BEGIN

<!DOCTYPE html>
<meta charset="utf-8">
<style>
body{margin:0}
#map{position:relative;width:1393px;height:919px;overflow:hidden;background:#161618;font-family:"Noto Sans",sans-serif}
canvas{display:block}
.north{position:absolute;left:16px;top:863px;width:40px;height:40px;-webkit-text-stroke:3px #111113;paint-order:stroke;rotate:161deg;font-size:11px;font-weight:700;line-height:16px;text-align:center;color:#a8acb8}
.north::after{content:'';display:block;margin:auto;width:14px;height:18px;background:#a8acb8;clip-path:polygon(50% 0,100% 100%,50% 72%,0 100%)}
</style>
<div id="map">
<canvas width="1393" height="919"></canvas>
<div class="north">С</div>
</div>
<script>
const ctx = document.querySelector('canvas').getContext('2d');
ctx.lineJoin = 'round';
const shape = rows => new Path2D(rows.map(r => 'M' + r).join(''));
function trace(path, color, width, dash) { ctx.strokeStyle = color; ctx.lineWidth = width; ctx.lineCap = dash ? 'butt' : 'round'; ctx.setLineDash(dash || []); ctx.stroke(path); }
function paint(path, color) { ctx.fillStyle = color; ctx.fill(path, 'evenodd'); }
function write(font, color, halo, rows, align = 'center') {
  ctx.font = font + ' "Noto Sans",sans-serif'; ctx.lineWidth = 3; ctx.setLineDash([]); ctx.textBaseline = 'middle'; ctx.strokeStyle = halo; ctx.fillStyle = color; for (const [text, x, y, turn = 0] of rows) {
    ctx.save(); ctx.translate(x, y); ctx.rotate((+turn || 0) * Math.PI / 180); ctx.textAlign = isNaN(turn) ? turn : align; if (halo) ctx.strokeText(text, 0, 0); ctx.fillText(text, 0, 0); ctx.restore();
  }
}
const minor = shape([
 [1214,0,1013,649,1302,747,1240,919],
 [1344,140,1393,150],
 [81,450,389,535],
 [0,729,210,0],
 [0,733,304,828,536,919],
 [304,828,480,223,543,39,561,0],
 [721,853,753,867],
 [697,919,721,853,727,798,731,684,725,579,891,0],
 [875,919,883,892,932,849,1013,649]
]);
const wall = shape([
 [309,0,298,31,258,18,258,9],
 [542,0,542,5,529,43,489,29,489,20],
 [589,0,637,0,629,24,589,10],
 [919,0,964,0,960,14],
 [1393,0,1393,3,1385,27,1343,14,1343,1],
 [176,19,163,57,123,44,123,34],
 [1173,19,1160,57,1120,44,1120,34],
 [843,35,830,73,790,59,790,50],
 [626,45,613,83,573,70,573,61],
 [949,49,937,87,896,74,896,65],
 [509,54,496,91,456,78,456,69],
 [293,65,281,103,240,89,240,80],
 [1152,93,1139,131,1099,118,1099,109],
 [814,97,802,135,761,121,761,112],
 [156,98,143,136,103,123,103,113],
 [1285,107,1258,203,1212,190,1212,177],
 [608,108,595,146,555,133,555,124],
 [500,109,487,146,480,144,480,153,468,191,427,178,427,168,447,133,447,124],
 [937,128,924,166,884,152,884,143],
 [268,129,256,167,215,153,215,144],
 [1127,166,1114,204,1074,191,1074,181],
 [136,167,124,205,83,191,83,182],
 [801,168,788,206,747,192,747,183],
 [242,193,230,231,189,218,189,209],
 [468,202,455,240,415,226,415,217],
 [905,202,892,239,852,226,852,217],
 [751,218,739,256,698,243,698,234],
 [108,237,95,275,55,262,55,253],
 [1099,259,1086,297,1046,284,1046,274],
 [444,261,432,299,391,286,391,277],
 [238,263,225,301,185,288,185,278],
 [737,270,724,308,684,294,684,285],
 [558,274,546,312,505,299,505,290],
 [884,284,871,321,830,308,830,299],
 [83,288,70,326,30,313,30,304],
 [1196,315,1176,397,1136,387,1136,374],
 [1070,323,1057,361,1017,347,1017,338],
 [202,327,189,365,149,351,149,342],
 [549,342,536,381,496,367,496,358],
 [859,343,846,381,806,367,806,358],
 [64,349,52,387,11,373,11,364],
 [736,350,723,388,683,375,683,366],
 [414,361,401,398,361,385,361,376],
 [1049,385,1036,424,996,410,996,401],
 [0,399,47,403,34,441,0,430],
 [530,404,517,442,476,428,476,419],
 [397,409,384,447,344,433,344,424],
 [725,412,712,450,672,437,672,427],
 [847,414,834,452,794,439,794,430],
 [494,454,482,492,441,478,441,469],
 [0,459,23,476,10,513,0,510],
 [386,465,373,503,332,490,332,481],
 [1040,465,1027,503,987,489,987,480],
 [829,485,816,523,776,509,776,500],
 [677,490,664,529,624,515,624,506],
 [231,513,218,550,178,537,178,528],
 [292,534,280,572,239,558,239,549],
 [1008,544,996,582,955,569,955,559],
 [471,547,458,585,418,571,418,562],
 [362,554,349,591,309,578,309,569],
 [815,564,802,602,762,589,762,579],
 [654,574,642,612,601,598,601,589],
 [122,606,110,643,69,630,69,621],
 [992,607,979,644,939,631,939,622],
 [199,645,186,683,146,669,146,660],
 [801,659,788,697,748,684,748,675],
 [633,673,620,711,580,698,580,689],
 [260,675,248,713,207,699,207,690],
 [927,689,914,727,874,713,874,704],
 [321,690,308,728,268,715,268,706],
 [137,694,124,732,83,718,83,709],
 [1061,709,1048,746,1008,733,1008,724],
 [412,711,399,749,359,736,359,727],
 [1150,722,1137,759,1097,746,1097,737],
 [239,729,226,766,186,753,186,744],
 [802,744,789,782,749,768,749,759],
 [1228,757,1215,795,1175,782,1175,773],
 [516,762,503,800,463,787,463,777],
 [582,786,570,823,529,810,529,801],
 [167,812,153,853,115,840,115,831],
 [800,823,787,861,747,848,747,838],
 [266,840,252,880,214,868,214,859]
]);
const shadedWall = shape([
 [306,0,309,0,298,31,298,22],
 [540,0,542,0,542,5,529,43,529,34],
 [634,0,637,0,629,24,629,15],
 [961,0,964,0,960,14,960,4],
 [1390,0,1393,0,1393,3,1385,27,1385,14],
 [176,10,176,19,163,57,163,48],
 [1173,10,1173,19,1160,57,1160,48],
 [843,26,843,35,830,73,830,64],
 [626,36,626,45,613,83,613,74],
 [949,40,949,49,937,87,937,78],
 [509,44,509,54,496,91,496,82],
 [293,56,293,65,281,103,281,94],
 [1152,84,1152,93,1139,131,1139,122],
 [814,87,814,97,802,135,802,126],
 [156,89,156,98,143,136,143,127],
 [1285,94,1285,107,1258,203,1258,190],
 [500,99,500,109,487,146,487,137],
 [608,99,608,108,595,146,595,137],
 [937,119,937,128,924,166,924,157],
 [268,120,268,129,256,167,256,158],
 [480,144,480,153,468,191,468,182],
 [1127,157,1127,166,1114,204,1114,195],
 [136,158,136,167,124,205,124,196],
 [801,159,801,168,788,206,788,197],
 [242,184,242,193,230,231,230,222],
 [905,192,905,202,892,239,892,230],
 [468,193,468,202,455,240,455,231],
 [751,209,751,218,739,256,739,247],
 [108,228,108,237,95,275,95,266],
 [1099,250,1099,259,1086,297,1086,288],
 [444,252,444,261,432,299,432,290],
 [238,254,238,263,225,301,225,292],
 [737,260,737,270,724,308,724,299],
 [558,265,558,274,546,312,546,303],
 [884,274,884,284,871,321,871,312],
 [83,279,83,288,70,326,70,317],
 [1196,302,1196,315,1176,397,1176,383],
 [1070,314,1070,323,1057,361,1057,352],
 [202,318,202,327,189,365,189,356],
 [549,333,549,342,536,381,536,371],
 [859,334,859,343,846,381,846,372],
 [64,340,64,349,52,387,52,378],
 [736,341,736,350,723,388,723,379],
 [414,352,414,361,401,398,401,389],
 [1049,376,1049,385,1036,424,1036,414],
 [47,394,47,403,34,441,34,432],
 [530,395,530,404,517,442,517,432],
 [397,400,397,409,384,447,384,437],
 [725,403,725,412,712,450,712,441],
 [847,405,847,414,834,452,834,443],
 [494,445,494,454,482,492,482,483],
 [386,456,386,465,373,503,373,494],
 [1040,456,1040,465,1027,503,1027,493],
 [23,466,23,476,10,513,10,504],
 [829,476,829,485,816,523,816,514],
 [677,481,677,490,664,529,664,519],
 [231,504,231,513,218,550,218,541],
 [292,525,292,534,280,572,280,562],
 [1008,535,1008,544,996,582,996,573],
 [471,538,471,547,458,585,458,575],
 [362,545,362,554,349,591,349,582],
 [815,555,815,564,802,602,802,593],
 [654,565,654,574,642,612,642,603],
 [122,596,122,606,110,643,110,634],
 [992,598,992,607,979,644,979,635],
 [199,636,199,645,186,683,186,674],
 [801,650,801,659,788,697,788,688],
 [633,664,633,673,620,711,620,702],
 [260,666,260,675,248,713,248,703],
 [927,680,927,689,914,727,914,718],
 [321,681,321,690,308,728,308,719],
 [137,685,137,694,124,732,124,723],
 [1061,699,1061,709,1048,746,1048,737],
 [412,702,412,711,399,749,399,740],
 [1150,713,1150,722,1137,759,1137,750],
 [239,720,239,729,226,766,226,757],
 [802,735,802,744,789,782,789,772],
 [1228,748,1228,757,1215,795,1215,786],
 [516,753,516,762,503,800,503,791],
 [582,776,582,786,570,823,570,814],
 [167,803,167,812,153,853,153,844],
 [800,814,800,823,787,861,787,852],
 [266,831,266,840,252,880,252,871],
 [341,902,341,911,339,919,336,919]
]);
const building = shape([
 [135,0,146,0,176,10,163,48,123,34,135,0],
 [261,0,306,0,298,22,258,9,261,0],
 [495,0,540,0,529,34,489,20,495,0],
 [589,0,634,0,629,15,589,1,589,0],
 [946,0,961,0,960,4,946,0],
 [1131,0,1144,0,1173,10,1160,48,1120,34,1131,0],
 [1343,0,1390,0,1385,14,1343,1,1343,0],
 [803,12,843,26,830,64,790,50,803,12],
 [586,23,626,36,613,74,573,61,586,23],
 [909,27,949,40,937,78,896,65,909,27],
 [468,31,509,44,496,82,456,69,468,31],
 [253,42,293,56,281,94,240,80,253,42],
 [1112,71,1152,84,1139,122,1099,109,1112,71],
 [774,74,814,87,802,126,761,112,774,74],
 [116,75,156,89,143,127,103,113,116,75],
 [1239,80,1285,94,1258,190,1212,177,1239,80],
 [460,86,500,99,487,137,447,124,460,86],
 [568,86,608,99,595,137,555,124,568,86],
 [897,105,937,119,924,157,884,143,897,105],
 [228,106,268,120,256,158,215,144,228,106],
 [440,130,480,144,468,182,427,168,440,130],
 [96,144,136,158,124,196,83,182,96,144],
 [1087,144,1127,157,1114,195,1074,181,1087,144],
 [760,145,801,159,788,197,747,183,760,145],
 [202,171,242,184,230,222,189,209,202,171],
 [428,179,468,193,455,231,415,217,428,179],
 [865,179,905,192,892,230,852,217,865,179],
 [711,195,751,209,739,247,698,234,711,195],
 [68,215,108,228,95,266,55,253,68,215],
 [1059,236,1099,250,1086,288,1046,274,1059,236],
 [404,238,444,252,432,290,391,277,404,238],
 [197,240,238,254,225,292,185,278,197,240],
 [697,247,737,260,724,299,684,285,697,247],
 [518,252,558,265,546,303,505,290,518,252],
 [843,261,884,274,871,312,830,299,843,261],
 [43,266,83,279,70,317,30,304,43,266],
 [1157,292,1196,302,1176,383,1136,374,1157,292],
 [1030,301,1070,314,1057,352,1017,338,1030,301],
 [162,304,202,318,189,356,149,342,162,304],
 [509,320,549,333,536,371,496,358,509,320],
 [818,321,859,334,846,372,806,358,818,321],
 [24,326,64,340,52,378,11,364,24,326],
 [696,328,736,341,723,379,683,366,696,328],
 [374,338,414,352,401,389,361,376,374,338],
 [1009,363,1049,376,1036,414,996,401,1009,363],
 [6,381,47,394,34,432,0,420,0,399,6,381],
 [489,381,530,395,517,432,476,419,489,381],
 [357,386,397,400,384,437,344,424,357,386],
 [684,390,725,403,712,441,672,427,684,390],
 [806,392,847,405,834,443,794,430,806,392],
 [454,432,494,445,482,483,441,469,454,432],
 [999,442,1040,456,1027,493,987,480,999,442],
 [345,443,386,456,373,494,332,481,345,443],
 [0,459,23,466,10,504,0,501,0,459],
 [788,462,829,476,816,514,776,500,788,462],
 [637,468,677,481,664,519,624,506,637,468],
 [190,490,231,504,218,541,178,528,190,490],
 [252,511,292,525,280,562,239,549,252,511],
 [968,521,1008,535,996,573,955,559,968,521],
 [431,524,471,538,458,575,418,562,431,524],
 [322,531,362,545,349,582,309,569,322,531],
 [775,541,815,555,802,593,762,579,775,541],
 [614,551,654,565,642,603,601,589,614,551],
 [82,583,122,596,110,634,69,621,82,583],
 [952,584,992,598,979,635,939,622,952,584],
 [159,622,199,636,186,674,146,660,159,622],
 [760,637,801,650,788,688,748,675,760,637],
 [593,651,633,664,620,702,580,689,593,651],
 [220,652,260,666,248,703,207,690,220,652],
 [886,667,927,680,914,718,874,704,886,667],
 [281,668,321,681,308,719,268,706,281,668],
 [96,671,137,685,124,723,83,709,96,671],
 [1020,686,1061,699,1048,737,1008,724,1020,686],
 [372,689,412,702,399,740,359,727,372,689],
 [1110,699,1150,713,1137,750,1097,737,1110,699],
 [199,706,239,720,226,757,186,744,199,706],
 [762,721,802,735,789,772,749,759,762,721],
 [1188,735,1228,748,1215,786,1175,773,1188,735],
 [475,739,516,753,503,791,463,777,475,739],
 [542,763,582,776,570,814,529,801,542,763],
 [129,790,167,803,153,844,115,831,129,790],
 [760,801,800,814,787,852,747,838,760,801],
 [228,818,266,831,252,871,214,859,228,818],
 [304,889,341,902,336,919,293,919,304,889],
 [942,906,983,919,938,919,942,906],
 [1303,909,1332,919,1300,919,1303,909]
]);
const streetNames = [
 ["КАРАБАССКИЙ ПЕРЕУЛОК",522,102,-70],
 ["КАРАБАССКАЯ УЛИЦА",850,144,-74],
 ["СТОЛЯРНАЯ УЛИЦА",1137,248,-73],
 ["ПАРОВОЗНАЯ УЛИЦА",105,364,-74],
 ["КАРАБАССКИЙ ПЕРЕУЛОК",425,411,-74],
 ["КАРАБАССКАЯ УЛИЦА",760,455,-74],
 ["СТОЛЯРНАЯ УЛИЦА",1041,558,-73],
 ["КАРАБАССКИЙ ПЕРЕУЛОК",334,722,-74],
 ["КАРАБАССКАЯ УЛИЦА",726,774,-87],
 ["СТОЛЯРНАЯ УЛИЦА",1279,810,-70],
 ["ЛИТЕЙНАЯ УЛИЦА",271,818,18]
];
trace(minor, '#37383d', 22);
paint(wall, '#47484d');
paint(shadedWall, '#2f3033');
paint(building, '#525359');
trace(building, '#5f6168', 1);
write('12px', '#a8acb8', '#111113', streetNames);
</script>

END

> _How to complete this task_
The lines to return are those in the records above that hold the word "strokeStyle".

> _Expected answer_
function trace(path, color, width, dash) { ctx.strokeStyle = color; ctx.lineWidth = width; ctx.lineCap = dash ? 'butt' : 'round'; ctx.setLineDash(dash || []); ctx.stroke(path); }
  ctx.font = font + ' "Noto Sans",sans-serif'; ctx.lineWidth = 3; ctx.setLineDash([]); ctx.textBaseline = 'middle'; ctx.strokeStyle = halo; ctx.fillStyle = color; for (const [text, x, y, turn = 0] of rows) {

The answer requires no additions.